A hazy grin spread across Randall’s lips. “Has to do with?” he prodded her.
“Nothing,” she said.
“Randi, are you calling me nothing?” He sensed their game reaching its end.
“Of course not, you’re—” Once again, she stopped herself with a look of alarm and wonder. Wonder about how she could say such things or wonder that she felt them at all, that’s what Randall wanted to know.
He set his cards aside, face up, revealing the king and queen of hearts. “What am I?”
“Are you laying down your cards early?” Her voice shook. “In that case, I win.” She put down her cards as well, including a pair of aces.
“Yes, love, you win. And you will always win.” If it was the alcohol turning him into a lothario, then thanks were due to the bottle.
He had a feeling the confinement and the snow would have gotten him to the same place anyhow, though.
“Go ahead and claim your prize, Randi. I can see exactly what you want. I’ve been seeing it in your eyes, in the tilt of your head, the softness of your lips, for days now.
And I want the same thing, Miranda. I want you. ”
“I—” She blinked rapidly, swaying closer to the table, propping herself against the edge…or perhaps using the table as the only thing that was keeping her from flying into his arms. “It isn’t right,” she whispered. “It isn’t proper or respectable.”
Randall shrugged. “I think we both forfeited the right to call ourselves respectable the moment we each stepped into this saloon.” And then he added his final ace to the argument.
“You know, one way or another, we’re going to face scandal for being snowed in together. Might as well make it worthwhile.”
Her bottom lip trembled, but whether it was because she was on the verge of crying or laughing or bursting into some other kind of emotion, he couldn’t tell. She sat there, frozen, her eyes blazing as her thoughts zipped through her head so fast he could practically see the smoke.
And then, all at once, she blinked, and the decision was made, the game was over.
She stood so fast that her chair tipped backwards and clattered to the floor.
“I do, want you, Randall. I’ve wanted you from the moment you got up on that stage to do your silly brush presentation.
More than I ever wanted that stupid lout, Micah.

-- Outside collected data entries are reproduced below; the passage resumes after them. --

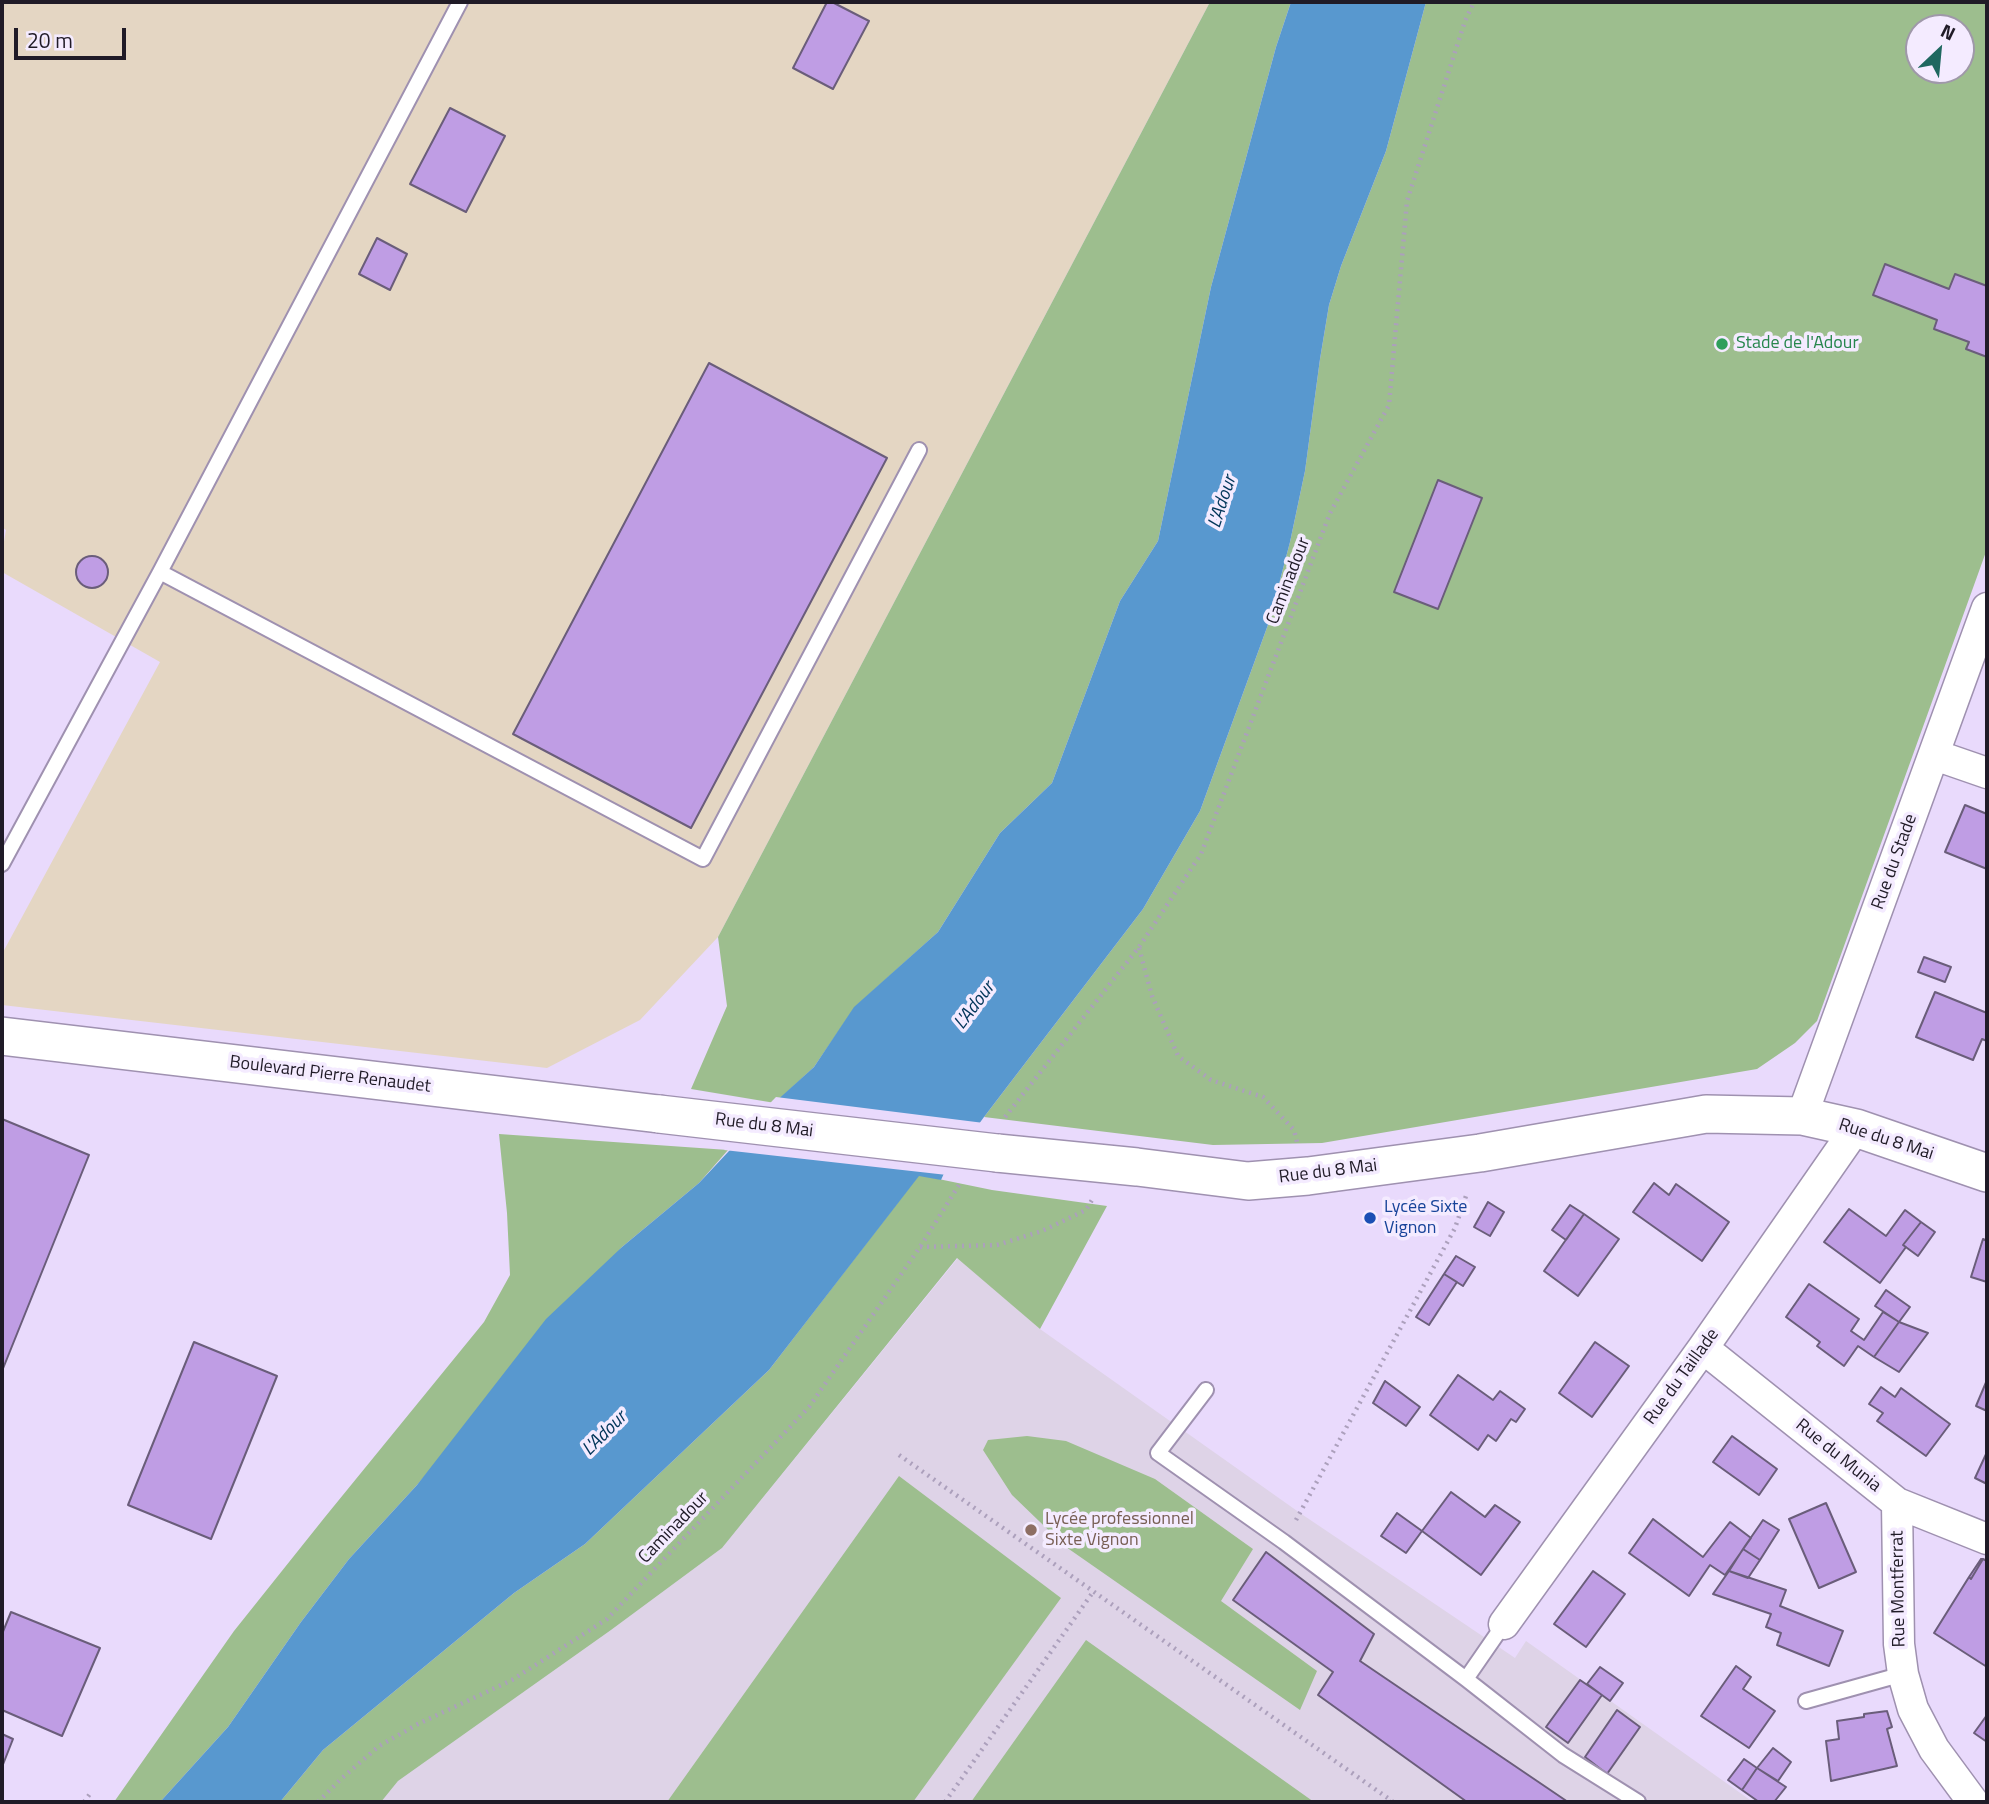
<!DOCTYPE html>
<meta charset="utf-8">
<style>
body{margin:0}
#map{position:relative;width:1989px;height:1804px;overflow:hidden;background:#e9dafc;font-family:"Titillium Web",sans-serif}
canvas{display:block}
.frame{position:absolute;inset:0;border:4px solid #201b27;pointer-events:none}
.north{position:absolute;left:1905px;top:14px;width:70px;height:70px;box-sizing:border-box;background:#f4ebff;border:2px solid #9f98a9;border-radius:50%;rotate:26deg;font-size:19px;font-weight:700;line-height:28px;text-align:center;color:#201b27}
.north::after{content:'';display:block;margin:auto;width:24px;height:32px;background:#1f6860;clip-path:polygon(50% 0,100% 100%,50% 72%,0 100%)}
.scale{position:absolute;left:14px;top:28px;width:112px;height:32px;box-sizing:border-box;border:4px solid #201b27;border-top:0;padding-left:9px;font-size:21px;line-height:24px;white-space:nowrap;color:#201b27;-webkit-text-stroke:5px #f4ebff;paint-order:stroke}
</style>
<div id="map">
<canvas width="1989" height="1804"></canvas>
<div class="frame"></div>
<div class="north">N</div>
<div class="scale">20 m</div>
</div>
<script>
const g = document.querySelector('canvas').getContext('2d');
g.lineJoin = 'round';
function paint(path, color) {
  g.fillStyle = color;
  g.fill(path, 'evenodd');
}
function shape(rows) {
  const path = new Path2D();
  for (const r of rows) {
    if (r.length === 3) {
      path.moveTo(r[0] + r[2], r[1]);
      path.arc(r[0], r[1], r[2], 0, 2 * Math.PI);
      continue;
    }
    path.moveTo(r[0], r[1]);
    for (let i = 2; i < r.length; i += 2) path.lineTo(r[i], r[i + 1]);
  }
  return path;
}
function trace(path, color, width, dash) {
  g.strokeStyle = color;
  g.lineWidth = width;
  g.lineCap = dash ? 'butt' : 'round';
  g.setLineDash(dash || []);
  g.stroke(path);
}
function drawText(font, color, halo, rows, align = 'center') {
  g.font = font + ' "Titillium Web",sans-serif';
  g.lineWidth = 7;
  g.setLineDash([]);
  g.textBaseline = 'middle';
  g.strokeStyle = halo;
  g.fillStyle = color;
  for (const [text, x, y, turn = 0] of rows) {
    g.save();
    g.translate(x, y);
    g.rotate((+turn || 0) * Math.PI / 180);
    g.textAlign = isNaN(turn) ? turn : align;
    if (halo) g.strokeText(text, 0, 0);
    g.fillText(text, 0, 0);
    g.restore();
  }
}
paint(shape([
 [2,2,1210,2,718,937,640,1020,547,1068,2,1005,2,954,160,662,2,572,2,553,6,530,2,527]
]), '#e4d6c3');
paint(shape([
 [958,1258,1040,1329,1300,1513,1515,1658,1526,1641,1753,1802,381,1802,398,1781,611,1630,722,1548]
]), '#ded3e7');
paint(shape([
 [1210,2,1291,2,1276,47,1211,287,1158,541,1120,601,1052,783,1000,833,938,932,855,1007,814,1067,775,1103,691,1089,727,1006,718,937],
 [1426,2,1987,2,1987,549,1817,1021,1795,1043,1757,1069,1322,1143,1213,1145,984,1117,1143,909,1200,811,1269,622,1290,542,1305,471,1320,359,1329,305,1341,266,1386,151],
 [1919,28,1961,28,1961,70,1919,70],
 [499,1134,728,1150,699,1183,622,1247,417,1485,349,1559,301,1622,228,1727,160,1802,114,1802,234,1631,325,1517,484,1322,510,1275,507,1213],
 [919,1175,992,1190,1107,1206,1040,1329,957,1258,722,1548,611,1630,398,1781,381,1802,280,1802,323,1750,514,1593,585,1544,769,1370],
 [1027,1436,1066,1441,1155,1479,1253,1549,1221,1601,1317,1671,1300,1710,1066,1547,1012,1495,983,1450,988,1440],
 [899,1476,1061,1598,913,1802,667,1802],
 [1086,1640,1314,1802,971,1802]
]), '#9dbe8e');
paint(shape([
 [1291,2,1426,2,1386,151,1341,266,1329,305,1320,359,1305,471,1290,542,1269,622,1200,811,1143,909,984,1117,946,1169,941,1180,919,1176,769,1370,585,1544,514,1593,323,1750,280,1802,160,1802,228,1727,301,1622,349,1559,417,1485,546,1319,622,1247,699,1183,774,1103,814,1067,854,1007,938,932,1000,833,1052,783,1120,601,1158,541,1211,287,1276,47]
]), '#5898cf');
paint(shape([
 [776,1097,984,1123,947,1175,724,1150]
]), '#e9dafc');
const building = shape([
 [827,2,832,2,869,21,833,89,793,68,827,2],
 [450,108,505,136,466,212,410,184,450,108],
 [377,238,407,254,390,290,359,274,377,238],
 [1885,264,1949,289,1955,274,1987,286,1987,357,1966,349,1969,342,1934,329,1937,320,1873,295,1885,264],
 [709,363,887,458,691,828,513,734,709,363],
 [1438,480,1482,498,1438,609,1394,592,1438,480],
 [92,572,16],
 [1965,805,1987,814,1987,869,1945,852,1965,805],
 [1924,957,1951,967,1945,982,1918,972,1924,957],
 [1935,992,1987,1013,1987,1041,1982,1039,1973,1060,1916,1037,1935,992],
 [2,1119,89,1155,2,1371,2,1119],
 [1654,1183,1669,1195,1676,1184,1729,1222,1702,1261,1633,1212,1654,1183],
 [1488,1202,1504,1212,1490,1236,1474,1227,1488,1202],
 [1570,1205,1584,1214,1566,1240,1552,1230,1570,1205],
 [1849,1209,1886,1236,1905,1210,1921,1222,1903,1245,1906,1247,1880,1283,1824,1242,1849,1209],
 [1584,1214,1619,1239,1578,1296,1544,1271,1584,1214],
 [1921,1222,1935,1232,1918,1256,1903,1245,1921,1222],
 [1983,1239,1987,1241,1987,1282,1971,1277,1983,1239],
 [1456,1256,1475,1267,1463,1286,1444,1274,1456,1256],
 [1444,1274,1457,1282,1429,1325,1416,1317,1444,1274],
 [1809,1284,1859,1319,1851,1331,1864,1340,1883,1312,1899,1322,1874,1357,1858,1346,1844,1366,1817,1346,1820,1342,1786,1317,1809,1284],
 [1886,1290,1910,1307,1899,1322,1875,1306,1886,1290],
 [1899,1322,1928,1333,1899,1372,1874,1357,1899,1322],
 [194,1342,277,1376,211,1539,128,1505,194,1342],
 [1595,1342,1629,1366,1592,1417,1559,1393,1595,1342],
 [1458,1375,1493,1400,1500,1391,1525,1409,1516,1422,1511,1419,1496,1441,1488,1435,1478,1450,1430,1415,1458,1375],
 [1987,1380,1987,1411,1976,1406,1987,1380],
 [1385,1381,1420,1407,1406,1426,1373,1403,1385,1381],
 [1881,1387,1895,1397,1901,1388,1950,1424,1926,1456,1877,1421,1883,1413,1869,1404,1881,1387],
 [1732,1436,1777,1469,1759,1495,1713,1462,1732,1436],
 [1987,1452,1987,1484,1975,1478,1987,1452],
 [1451,1492,1485,1517,1495,1505,1520,1522,1481,1575,1422,1531,1451,1492],
 [1826,1503,1856,1572,1819,1588,1789,1519,1826,1503],
 [1397,1513,1422,1531,1406,1553,1381,1536,1397,1513],
 [1653,1519,1703,1557,1730,1522,1751,1538,1725,1575,1710,1565,1689,1596,1629,1553,1653,1519],
 [1763,1520,1779,1530,1760,1560,1743,1549,1763,1520],
 [1743,1549,1760,1560,1748,1578,1729,1571,1743,1549],
 [1266,1552,1374,1634,1360,1661,1568,1802,1467,1802,1318,1695,1333,1672,1233,1600,1266,1552],
 [1981,1559,1983,1559,1971,1579,1969,1577,1981,1559],
 [1983,1559,1987,1561,1987,1586,1986,1588,1987,1589,1987,1667,1934,1633,1969,1577,1971,1579,1983,1559],
 [1593,1571,1625,1594,1586,1647,1554,1624,1593,1571],
 [1729,1571,1786,1590,1780,1606,1843,1631,1829,1666,1777,1645,1781,1633,1766,1627,1771,1614,1713,1594,1729,1571],
 [11,1612,100,1648,62,1736,2,1710,2,1634,11,1612],
 [1736,1666,1751,1677,1743,1689,1775,1711,1749,1748,1701,1716,1736,1666],
 [1600,1667,1623,1683,1610,1701,1587,1684,1600,1667],
 [1580,1680,1602,1695,1568,1743,1546,1727,1580,1680],
 [1617,1710,1640,1727,1607,1774,1585,1757,1617,1710],
 [1887,1711,1892,1727,1887,1729,1897,1766,1831,1781,1826,1741,1839,1739,1837,1721,1864,1717,1864,1714,1887,1711],
 [1987,1715,1987,1742,1974,1733,1987,1715],
 [2,1734,13,1739,2,1767,2,1734],
 [1773,1748,1791,1762,1778,1781,1757,1768,1773,1748],
 [1744,1759,1757,1768,1742,1790,1728,1780,1744,1759],
 [1757,1768,1786,1787,1774,1802,1759,1802,1742,1790,1757,1768]
]);
paint(building, '#bf9de4');
trace(building, '#6a5d7a', 2);
const service = shape([
 [160,572,703,859,919,450],
 [2,864,160,572,460,2],
 [1206,1390,1158,1453,1284,1542,1466,1679,1563,1755,1638,1802],
 [1466,1679,1504,1624],
 [1806,1701,1903,1674]
]);
const minor = shape([
 [1935,755,1987,773],
 [1802,1116,1987,608],
 [1703,1348,1897,1503,1987,1539],
 [1897,1503,1899,1644,1903,1674,1913,1709,1934,1749,1973,1802],
 [1504,1624,1703,1348,1856,1128]
]);
const tertiary = shape([
 [2,1036,659,1114],
 [997,1153,1137,1167,1248,1181,1308,1176,1480,1153,1706,1114,1802,1116,1856,1128,1987,1173]
]);
trace(service, '#9f91b0', 18);
trace(minor, '#9f91b0', 33);
trace(tertiary, '#9f91b0', 40);
trace(shape([
 [1139,948,1152,996,1178,1056,1211,1080,1263,1097,1294,1130,1297,1142],
 [1005,1117,1139,947,1201,854,1330,513,1389,405,1407,201,1465,21,1474,2],
 [920,1247,997,1245,1042,1231,1086,1210,1092,1200],
 [899,1455,1392,1801,1391,1802],
 [1296,1520,1455,1228,1467,1193],
 [84,1802,92,1791],
 [318,1802,341,1779,379,1746,418,1724,512,1680,607,1619,809,1407,920,1247,959,1185],
 [945,1802,1093,1592]
]), '#aca0bc', 4.5, [2, 5]);
trace(service, '#fff', 14);
trace(minor, '#fff', 30);
trace(tertiary, '#fff', 37);
const tertiaryBridge = shape([
 [659,1114,997,1153]
]);
trace(tertiaryBridge, '#9f91b0', 40, []);
trace(tertiaryBridge, '#fff', 37);
for (const [x, y, r, color] of [
 [1722,344,7,"#2e9e5b"],
 [1370,1218,7,"#1a4fb4"],
 [1031,1530,7,"#8d6e63"]
]) {
  const dot = new Path2D();
  dot.arc(x, y, r, 0, 2 * Math.PI);
  g.fillStyle = color;
  g.fill(dot);
  trace(dot, '#f4ebff', 2.5);
}
drawText('18px', '#27864d', '#f4ebff', [
 ["Stade de l'Adour",1736,344]
], 'left');
drawText('18px', '#201b27', '#f4ebff', [
 ["Caminadour",1289,581,-69],
 ["Rue du Stade",1895,862,-70],
 ["Boulevard Pierre Renaudet",330,1075,7],
 ["Rue du 8 Mai",764,1126,7],
 ["Rue du 8 Mai",1886,1140,18],
 ["Rue du 8 Mai",1328,1172,-7],
 ["Rue du Taillade",1682,1377,-54],
 ["Rue du Munia",1838,1456,39],
 ["Caminadour",674,1528,-46],
 ["Rue Montferrat",1899,1589,-91]
]);
drawText('18px', '#164399', '#f4ebff', [
 ["Lycée Sixte",1384,1208],
 ["Vignon",1384,1229]
], 'left');
drawText('18px', '#785e54', '#f4ebff', [
 ["Lycée professionnel",1045,1520],
 ["Sixte Vignon",1045,1541]
], 'left');
drawText('italic 19px', '#013559', '#f4ebff', [
 ["L'Adour",1223,502,-72],
 ["L'Adour",975,1006,-53],
 ["L'Adour",605,1434,-45]
]);
</script>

Vicky can have him. She can have everything about that brittle, boring life.
I want this life. I want you. And now that we’ve gone through all of the things in the attic and discovered,” she swallowed, pressing her hands to her stomach, “ things , I want you even more. I’m tired of being prim and proper and missish.
I want to let go. I don’t care if it makes me the same as every other woman who’s slept in this saloon. I want you .”
Randall stood, stepping quickly around the side of the table to be closer to her. “Then take me, darling. I’m yours.”